What the answer must contain is every line of the records, exactly, with no pictures.

(Collected data entries)
========

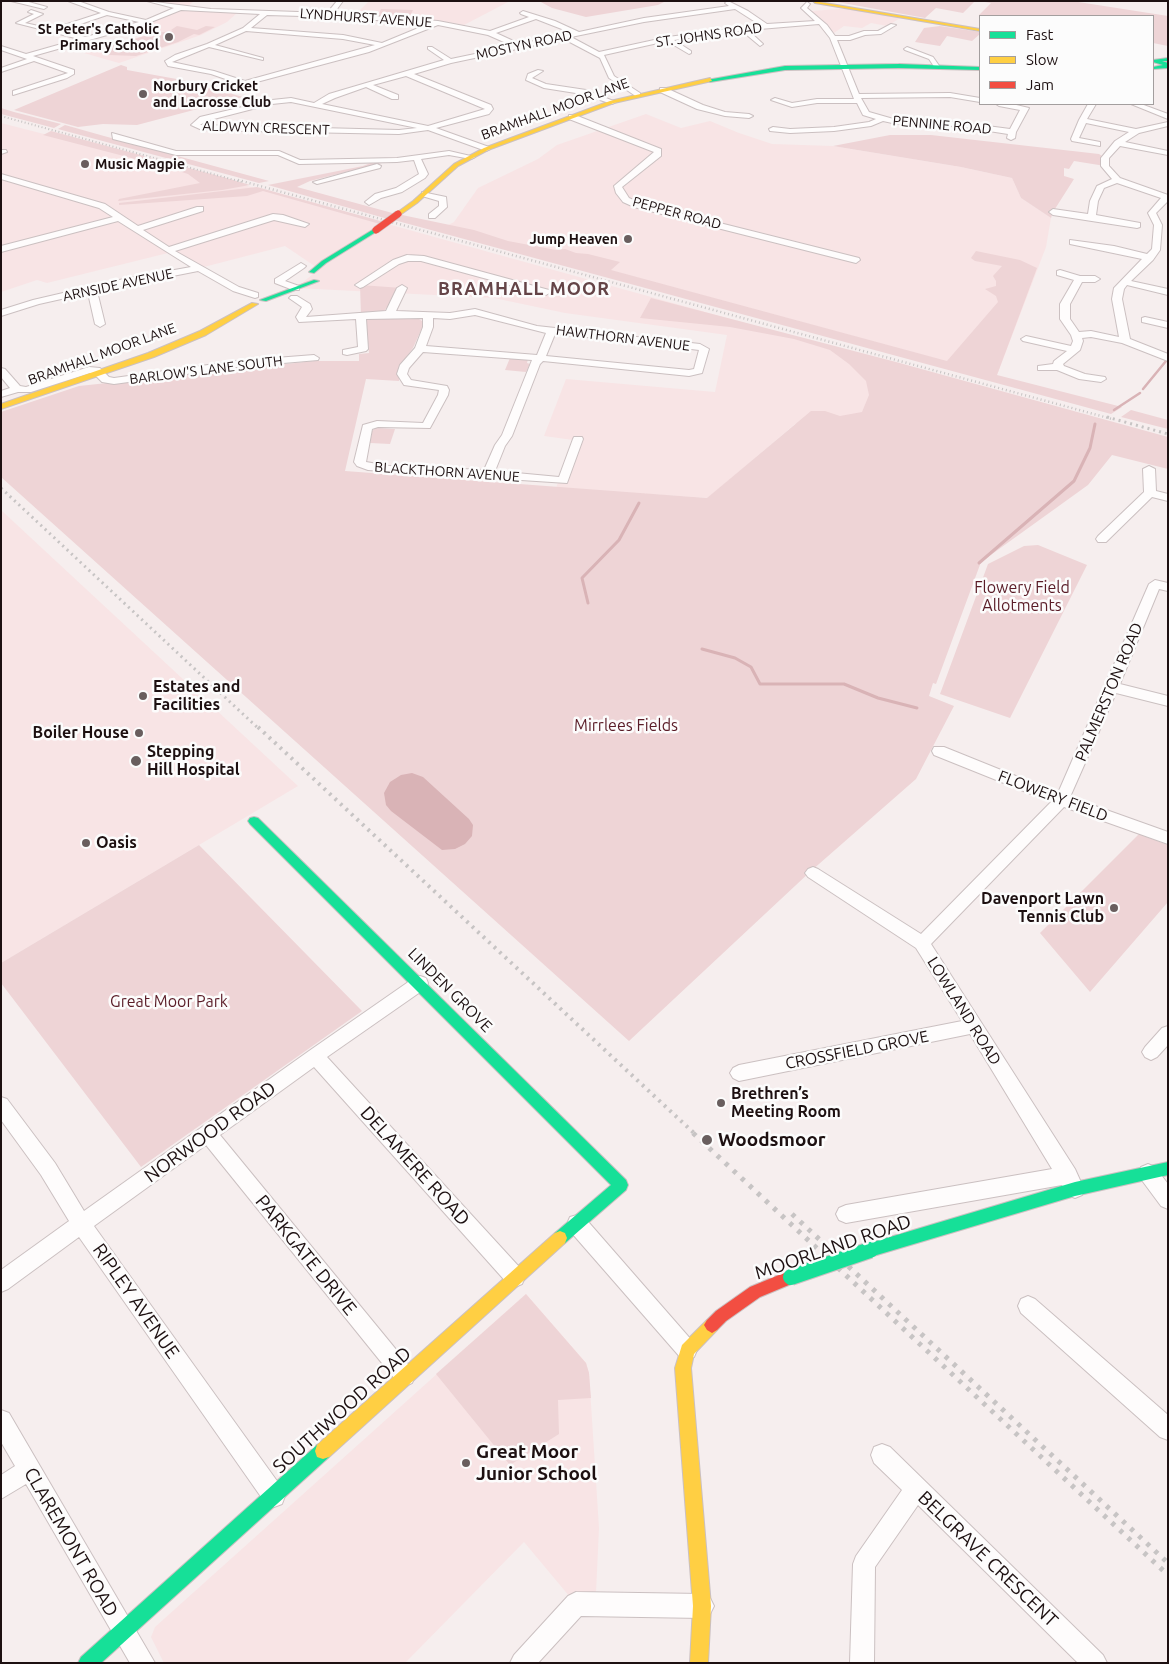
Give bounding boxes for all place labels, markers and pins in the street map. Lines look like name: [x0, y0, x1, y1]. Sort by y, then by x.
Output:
place label: St Peter's Catholic Primary School: [38, 21, 159, 54]
marker: St Peter's Catholic Primary School: [163, 31, 175, 43]
place label: Norbury Cricket and Lacrosse Club: [153, 78, 271, 110]
marker: Norbury Cricket and Lacrosse Club: [137, 88, 149, 100]
place label: Music Magpie: [95, 156, 185, 172]
marker: Music Magpie: [79, 158, 91, 170]
place label: Jump Heaven: [529, 231, 618, 247]
marker: Jump Heaven: [622, 233, 634, 245]
place label: Estates and Facilities: [153, 677, 240, 715]
marker: Estates and Facilities: [137, 690, 149, 702]
place label: Boiler House: [33, 723, 129, 743]
marker: Boiler House: [133, 727, 145, 739]
place label: Stepping Hill Hospital: [147, 742, 240, 780]
marker: Stepping Hill Hospital: [129, 754, 143, 768]
place label: Oasis: [96, 833, 137, 853]
marker: Oasis: [80, 837, 92, 849]
place label: Davenport Lawn Tennis Club: [981, 889, 1104, 927]
marker: Davenport Lawn Tennis Club: [1108, 902, 1120, 914]
place label: Brethren’s Meeting Room: [731, 1084, 841, 1122]
marker: Brethren’s Meeting Room: [715, 1097, 727, 1109]
place label: Woodsmoor: [718, 1129, 826, 1151]
marker: Woodsmoor: [700, 1133, 714, 1147]
place label: Great Moor Junior School: [476, 1441, 597, 1485]
marker: Great Moor Junior School: [460, 1457, 472, 1469]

========

**RESPONSE TO THIS TASK:**
Give bounding boxes for all place labels, markers and pins in the street map. Lines look like name: [x0, y0, x1, y1]. Sort by y, then by x.
Output:
place label: St Peter's Catholic Primary School: [38, 21, 159, 54]
marker: St Peter's Catholic Primary School: [163, 31, 175, 43]
place label: Norbury Cricket and Lacrosse Club: [153, 78, 271, 110]
marker: Norbury Cricket and Lacrosse Club: [137, 88, 149, 100]
place label: Music Magpie: [95, 156, 185, 172]
marker: Music Magpie: [79, 158, 91, 170]
place label: Jump Heaven: [529, 231, 618, 247]
marker: Jump Heaven: [622, 233, 634, 245]
place label: Estates and Facilities: [153, 677, 240, 715]
marker: Estates and Facilities: [137, 690, 149, 702]
place label: Boiler House: [33, 723, 129, 743]
marker: Boiler House: [133, 727, 145, 739]
place label: Stepping Hill Hospital: [147, 742, 240, 780]
marker: Stepping Hill Hospital: [129, 754, 143, 768]
place label: Oasis: [96, 833, 137, 853]
marker: Oasis: [80, 837, 92, 849]
place label: Davenport Lawn Tennis Club: [981, 889, 1104, 927]
marker: Davenport Lawn Tennis Club: [1108, 902, 1120, 914]
place label: Brethren’s Meeting Room: [731, 1084, 841, 1122]
marker: Brethren’s Meeting Room: [715, 1097, 727, 1109]
place label: Woodsmoor: [718, 1129, 826, 1151]
marker: Woodsmoor: [700, 1133, 714, 1147]
place label: Great Moor Junior School: [476, 1441, 597, 1485]
marker: Great Moor Junior School: [460, 1457, 472, 1469]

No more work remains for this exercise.